─── Material supplied

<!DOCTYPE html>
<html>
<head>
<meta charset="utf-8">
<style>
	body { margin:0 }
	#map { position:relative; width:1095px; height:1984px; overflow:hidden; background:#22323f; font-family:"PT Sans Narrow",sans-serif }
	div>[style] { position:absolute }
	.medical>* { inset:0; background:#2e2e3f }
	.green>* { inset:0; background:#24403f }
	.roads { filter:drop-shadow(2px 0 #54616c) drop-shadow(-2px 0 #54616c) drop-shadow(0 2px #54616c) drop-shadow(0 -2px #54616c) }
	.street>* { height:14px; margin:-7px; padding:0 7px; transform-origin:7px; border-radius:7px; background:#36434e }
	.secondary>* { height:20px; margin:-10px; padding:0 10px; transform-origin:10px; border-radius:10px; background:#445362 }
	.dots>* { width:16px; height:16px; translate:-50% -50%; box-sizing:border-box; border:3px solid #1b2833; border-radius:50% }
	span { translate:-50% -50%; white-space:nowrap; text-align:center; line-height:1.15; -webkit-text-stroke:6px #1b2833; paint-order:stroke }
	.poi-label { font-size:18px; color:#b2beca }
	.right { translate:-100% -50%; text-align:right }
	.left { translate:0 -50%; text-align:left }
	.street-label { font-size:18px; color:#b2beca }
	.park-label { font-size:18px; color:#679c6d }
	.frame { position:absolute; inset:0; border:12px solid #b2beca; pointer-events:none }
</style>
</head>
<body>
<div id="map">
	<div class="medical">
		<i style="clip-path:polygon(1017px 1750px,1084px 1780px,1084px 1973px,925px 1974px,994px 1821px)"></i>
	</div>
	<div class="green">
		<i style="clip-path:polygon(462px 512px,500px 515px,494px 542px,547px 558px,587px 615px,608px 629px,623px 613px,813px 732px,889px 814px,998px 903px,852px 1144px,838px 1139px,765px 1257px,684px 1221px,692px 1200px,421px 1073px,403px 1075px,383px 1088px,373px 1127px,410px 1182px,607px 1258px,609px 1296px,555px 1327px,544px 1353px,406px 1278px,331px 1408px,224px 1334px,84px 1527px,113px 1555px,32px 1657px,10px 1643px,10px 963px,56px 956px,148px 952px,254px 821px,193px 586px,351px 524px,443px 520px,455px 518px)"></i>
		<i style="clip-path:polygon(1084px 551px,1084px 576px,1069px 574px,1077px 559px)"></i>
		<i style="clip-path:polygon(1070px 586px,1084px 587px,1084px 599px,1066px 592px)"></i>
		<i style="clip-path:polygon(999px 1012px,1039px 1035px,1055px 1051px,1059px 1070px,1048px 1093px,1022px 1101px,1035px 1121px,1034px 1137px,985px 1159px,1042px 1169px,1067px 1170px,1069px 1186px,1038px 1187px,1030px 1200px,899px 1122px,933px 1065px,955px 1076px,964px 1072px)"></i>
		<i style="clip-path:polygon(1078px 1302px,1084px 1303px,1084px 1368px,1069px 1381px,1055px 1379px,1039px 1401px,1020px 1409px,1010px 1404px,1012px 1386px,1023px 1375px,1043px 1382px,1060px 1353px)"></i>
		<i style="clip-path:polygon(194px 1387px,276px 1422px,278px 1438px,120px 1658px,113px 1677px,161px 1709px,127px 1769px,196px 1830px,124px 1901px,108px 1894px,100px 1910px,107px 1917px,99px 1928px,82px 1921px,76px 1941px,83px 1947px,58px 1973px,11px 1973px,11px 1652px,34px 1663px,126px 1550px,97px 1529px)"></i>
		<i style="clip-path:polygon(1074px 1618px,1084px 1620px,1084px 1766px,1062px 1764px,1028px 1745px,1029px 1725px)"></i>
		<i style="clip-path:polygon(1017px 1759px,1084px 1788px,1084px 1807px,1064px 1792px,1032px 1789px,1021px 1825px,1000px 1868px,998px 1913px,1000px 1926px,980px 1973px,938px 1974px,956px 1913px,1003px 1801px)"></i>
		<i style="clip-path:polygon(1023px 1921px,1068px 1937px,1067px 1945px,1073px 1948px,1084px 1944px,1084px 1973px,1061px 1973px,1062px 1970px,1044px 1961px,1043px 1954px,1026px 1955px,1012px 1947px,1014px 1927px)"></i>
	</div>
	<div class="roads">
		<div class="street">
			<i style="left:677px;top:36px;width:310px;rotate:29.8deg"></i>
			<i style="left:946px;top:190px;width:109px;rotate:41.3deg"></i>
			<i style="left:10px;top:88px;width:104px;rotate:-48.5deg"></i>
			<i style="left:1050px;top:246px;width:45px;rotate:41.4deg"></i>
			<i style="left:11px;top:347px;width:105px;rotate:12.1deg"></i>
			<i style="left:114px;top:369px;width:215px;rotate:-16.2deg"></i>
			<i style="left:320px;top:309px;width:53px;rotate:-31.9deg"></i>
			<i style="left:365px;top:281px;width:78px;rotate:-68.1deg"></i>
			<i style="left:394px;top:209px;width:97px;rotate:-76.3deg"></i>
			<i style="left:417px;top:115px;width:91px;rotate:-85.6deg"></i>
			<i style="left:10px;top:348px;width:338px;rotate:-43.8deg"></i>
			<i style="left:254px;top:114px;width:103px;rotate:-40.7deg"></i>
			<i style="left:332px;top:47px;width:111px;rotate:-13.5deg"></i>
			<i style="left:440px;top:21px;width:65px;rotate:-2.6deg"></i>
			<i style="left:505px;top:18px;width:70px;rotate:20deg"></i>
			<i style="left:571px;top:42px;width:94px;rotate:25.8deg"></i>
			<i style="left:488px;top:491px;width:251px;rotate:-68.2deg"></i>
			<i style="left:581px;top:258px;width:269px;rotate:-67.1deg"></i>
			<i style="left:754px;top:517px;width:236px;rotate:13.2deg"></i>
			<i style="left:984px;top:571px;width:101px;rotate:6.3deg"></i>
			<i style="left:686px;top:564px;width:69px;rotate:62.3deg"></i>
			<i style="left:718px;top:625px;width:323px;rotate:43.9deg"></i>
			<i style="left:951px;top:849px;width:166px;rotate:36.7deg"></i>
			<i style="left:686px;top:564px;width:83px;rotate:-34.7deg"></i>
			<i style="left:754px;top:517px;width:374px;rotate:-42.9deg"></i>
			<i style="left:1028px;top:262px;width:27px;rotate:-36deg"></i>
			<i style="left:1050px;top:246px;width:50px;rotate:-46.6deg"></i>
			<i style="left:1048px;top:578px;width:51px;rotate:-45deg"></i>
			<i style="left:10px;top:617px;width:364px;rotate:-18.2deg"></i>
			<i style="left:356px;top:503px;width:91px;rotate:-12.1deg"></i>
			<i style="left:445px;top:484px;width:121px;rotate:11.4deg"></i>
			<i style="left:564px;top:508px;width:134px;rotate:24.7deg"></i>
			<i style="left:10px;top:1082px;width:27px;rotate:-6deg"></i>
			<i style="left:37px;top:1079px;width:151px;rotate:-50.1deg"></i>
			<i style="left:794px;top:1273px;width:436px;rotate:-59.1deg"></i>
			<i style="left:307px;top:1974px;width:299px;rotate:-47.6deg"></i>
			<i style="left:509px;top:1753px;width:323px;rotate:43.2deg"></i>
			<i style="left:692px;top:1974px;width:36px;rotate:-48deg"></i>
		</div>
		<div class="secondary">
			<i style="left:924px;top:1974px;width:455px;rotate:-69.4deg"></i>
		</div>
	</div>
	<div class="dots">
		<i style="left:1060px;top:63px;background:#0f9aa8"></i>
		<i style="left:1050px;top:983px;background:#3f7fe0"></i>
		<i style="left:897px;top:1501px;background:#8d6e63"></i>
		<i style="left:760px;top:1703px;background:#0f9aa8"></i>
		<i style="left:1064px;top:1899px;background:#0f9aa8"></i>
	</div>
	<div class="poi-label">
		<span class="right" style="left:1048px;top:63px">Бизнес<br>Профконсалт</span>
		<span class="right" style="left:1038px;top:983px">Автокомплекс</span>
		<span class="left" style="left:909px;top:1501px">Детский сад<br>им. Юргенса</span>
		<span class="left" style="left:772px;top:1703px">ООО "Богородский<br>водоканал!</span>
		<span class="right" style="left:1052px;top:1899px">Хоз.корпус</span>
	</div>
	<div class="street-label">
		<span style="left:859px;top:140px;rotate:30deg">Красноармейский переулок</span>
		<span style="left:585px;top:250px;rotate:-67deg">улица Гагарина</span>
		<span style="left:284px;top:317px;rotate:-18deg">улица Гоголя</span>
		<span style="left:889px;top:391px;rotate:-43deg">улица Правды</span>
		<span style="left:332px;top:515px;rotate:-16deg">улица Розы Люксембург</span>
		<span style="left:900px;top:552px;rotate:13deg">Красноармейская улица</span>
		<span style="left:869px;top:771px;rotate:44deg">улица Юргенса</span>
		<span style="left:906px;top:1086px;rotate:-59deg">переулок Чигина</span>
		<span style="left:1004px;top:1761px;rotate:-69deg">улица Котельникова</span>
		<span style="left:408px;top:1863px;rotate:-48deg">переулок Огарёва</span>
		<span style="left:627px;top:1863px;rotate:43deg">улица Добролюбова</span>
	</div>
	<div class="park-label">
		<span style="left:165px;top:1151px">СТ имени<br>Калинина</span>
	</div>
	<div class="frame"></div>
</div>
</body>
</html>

──────

*Activity*. If a line above includes the string "height", pick it out.

*Response area*.
	#map { position:relative; width:1095px; height:1984px; overflow:hidden; background:#22323f; font-family:"PT Sans Narrow",sans-serif }
	.street>* { height:14px; margin:-7px; padding:0 7px; transform-origin:7px; border-radius:7px; background:#36434e }
	.secondary>* { height:20px; margin:-10px; padding:0 10px; transform-origin:10px; border-radius:10px; background:#445362 }
	.dots>* { width:16px; height:16px; translate:-50% -50%; box-sizing:border-box; border:3px solid #1b2833; border-radius:50% }
	span { translate:-50% -50%; white-space:nowrap; text-align:center; line-height:1.15; -webkit-text-stroke:6px #1b2833; paint-order:stroke }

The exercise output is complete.